The predominant treatment for LSDs is enzyme replacement therapy (ERT), where intravenously administered enzyme is taken up by cells through a mannose-6-phosphate mediated pathway.^6–9 Although ERT has been successful in treating several LSDs, it is not equally effective for all enzymes and disorders, and delivery to cartilage, heart valve, skeletal muscle, and the brain is very limited.^7–9 In an attempt to improve ERT, lysosomal enzymes were first encapsulated in liposomes 45 years ago.^10,11 More recent efforts have focused on attaching targeting ligands, such as low molecular weight ligands (e.g., rhodamine B and mannose-6-phosphate) or high molecular weight proteins (e.g., transferrin), to the surface of liposomes to improve their lysosomal delivery.^12–17

We recently reported the assembly and cellular uptake of GNeosomes, lipid vesicles decorated with stearyl-GNeo, an amphiphilic derivative of guanidinoneomycin (GNeo). Although other guanidinium-rich transporters^18–23 have been used to improve the intracellular delivery of liposomes,^24–31 GNeo is unique in being a highly lysosomotropic transporter capable of delivery through heparan sulfate exclusive pathways.¹⁵ In addition to the universal benefits of liposomal packaging, incorporation of GNeo significantly increases the uptake and lysosomal delivery of diverse cargo compared to unmodified liposomes.¹⁵

In the above-mentioned approach to assembling GNeosomes, an amphiphilic GNeo derivative (stearyl-GNeo) was introduced during the formation of liposomes. Here, we first report the synthesis of two novel GNeo–lipid derivatives (Scheme 1). We then compare different methods for incorporating the transporter into liposomes (Fig. 1). Advantageous post-insertion and post-modification methods introduce GNeo into pre-formed liposomes thus modifying only their outer surface, without ever premixing the cargo and carrier, thus facilitating the encapsulation of both positively- and negatively-charged cargo. Liposomes with GNeo post-inserted showed enhanced cellular uptake of a small molecule dye compared to the unmodified liposomes and their ability to deliver α-L-iduronidase, a lysosomal enzyme. GNeosomes increased the overall uptake of the enzyme compared to plain liposomes. A sufficient amount of enzyme was delivered to restore the normal turnover of glycosaminoglycans in patient MPS I cells, which lack endogenous enzyme. We conclude that GNeosomes can potentially be used to deliver therapeutic amounts of active enzyme to the lysosomes for the treatment of lysosomal storage disorders.

Scheme 1 Synthesis of GNeo–lipids.

Fig. 1 Schematic representation of the three different methods used for preparing GNeosomes.

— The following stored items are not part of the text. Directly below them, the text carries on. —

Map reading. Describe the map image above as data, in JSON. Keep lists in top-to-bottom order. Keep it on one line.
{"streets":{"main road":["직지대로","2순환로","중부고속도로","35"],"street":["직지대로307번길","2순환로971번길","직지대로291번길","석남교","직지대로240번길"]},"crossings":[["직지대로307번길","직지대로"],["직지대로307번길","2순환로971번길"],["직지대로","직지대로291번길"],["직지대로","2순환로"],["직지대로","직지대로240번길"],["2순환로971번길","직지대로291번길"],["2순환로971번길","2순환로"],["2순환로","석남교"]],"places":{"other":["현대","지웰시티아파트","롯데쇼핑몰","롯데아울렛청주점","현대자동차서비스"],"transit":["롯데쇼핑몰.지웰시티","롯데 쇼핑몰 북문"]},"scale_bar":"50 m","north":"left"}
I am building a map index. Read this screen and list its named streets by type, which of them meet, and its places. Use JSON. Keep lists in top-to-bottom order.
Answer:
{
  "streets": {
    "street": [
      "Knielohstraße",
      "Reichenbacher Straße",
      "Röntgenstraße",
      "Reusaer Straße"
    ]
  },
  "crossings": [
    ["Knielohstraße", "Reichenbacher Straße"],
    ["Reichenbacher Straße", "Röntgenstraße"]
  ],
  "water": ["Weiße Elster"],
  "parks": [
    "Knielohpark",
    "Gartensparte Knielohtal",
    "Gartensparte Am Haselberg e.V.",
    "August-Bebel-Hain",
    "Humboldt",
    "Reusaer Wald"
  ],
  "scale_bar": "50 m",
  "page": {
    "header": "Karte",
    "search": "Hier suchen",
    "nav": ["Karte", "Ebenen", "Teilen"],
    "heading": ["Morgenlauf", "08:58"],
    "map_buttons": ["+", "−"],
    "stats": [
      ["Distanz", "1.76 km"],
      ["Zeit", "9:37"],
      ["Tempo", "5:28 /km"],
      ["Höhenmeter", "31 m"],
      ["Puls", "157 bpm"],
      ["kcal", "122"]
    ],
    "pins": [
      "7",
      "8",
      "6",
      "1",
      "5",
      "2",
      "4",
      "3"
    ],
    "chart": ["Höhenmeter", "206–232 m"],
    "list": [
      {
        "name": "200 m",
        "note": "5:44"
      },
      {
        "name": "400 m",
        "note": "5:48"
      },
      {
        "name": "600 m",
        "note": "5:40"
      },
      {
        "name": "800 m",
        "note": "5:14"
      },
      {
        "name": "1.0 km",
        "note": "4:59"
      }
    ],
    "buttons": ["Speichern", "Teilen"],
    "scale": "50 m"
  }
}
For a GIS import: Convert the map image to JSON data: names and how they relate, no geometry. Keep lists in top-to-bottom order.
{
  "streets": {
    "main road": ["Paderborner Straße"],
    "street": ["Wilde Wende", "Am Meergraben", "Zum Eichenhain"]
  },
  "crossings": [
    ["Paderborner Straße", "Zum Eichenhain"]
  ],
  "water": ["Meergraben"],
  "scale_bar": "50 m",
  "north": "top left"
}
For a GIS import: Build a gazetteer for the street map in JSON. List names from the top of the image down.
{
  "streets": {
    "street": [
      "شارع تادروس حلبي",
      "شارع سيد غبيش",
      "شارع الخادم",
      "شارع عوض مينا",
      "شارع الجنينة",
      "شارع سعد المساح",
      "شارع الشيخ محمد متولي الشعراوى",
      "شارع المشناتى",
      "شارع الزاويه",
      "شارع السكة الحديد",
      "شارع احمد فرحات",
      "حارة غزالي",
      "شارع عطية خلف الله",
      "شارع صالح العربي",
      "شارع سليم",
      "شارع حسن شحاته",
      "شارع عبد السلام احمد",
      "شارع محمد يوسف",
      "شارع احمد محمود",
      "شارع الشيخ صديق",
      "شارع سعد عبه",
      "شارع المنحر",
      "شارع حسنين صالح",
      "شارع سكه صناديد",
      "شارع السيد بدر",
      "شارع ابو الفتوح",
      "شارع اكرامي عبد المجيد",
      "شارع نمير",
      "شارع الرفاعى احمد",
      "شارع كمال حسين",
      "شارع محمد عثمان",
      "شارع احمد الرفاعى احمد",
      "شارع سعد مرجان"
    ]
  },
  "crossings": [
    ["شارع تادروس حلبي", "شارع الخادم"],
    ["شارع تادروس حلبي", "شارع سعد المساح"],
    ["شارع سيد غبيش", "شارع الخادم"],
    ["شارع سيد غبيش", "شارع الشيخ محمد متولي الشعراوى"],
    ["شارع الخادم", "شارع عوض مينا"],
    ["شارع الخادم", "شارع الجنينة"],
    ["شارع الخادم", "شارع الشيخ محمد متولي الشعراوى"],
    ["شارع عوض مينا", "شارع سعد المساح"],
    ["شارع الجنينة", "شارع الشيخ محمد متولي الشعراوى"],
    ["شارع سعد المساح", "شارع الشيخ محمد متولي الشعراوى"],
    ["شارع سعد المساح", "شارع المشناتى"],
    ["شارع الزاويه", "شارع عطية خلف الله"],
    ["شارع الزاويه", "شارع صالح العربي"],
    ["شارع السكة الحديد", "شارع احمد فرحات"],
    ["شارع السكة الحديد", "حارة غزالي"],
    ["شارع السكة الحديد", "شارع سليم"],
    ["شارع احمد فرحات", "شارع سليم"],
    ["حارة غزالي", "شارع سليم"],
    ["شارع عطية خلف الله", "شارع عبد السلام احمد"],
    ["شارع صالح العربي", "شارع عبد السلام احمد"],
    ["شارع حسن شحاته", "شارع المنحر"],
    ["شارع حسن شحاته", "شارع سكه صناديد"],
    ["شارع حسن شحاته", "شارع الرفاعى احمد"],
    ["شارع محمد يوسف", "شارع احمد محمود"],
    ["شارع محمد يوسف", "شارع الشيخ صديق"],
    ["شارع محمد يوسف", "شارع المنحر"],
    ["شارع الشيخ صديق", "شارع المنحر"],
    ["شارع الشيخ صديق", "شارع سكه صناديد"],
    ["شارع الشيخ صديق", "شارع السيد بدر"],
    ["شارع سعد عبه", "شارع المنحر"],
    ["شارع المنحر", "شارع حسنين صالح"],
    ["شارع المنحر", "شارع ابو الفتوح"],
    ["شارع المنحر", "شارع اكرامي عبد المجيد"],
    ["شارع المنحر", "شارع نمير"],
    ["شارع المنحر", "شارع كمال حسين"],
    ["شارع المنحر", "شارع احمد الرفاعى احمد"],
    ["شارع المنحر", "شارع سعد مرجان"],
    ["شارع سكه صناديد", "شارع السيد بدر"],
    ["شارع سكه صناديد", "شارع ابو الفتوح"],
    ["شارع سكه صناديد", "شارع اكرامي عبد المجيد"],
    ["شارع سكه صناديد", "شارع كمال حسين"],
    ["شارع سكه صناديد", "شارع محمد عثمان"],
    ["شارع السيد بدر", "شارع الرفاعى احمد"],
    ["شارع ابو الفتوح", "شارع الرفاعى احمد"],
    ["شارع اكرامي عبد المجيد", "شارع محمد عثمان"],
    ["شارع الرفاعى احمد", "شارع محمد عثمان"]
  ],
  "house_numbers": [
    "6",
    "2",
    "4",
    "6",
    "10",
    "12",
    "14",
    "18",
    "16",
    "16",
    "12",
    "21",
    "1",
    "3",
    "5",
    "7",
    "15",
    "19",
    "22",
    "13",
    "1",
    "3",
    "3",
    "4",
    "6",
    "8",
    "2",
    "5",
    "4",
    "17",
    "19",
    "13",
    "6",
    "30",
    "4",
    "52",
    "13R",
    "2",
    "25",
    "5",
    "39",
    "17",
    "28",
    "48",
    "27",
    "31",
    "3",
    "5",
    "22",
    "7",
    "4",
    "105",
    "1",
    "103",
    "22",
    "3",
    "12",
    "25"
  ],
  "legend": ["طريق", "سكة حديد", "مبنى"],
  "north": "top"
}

Three GNeo–lipid derivatives were synthesized from stearic acid (1), oleic acid (2), and a dimeric oleic acid tail (3) as outlined in Scheme 1. Briefly, the fatty acid (1, 2 or 3) was coupled to the amino group of an amino-alkyne-functionalized triethylene glycol (4).³² The resulting compounds (5, 6 and 7) underwent a 1,3-dipolar cycloaddition with 8³³ followed by acidic deprotection of the Boc-guanidinium groups to yield stearyl-GNeo (9),¹⁵ oleyl-GNeo (10, Scheme S1, ESI†), and di-oleyl-GNeo (11, Scheme S2, ESI†). In addition to the GNeo–lipids that can be directly incorporated in the liposomal bilayer, GNeo–NHS (14) was synthesized by clicking a previously reported alkyne-BocGNeo derivative (12)³⁴ to an azide-NHS-functionalized triethylene glycol linker (13, Scheme S3, ESI†) to evaluate post-modification of liposomes (Scheme 2 and Scheme S3, ESI†).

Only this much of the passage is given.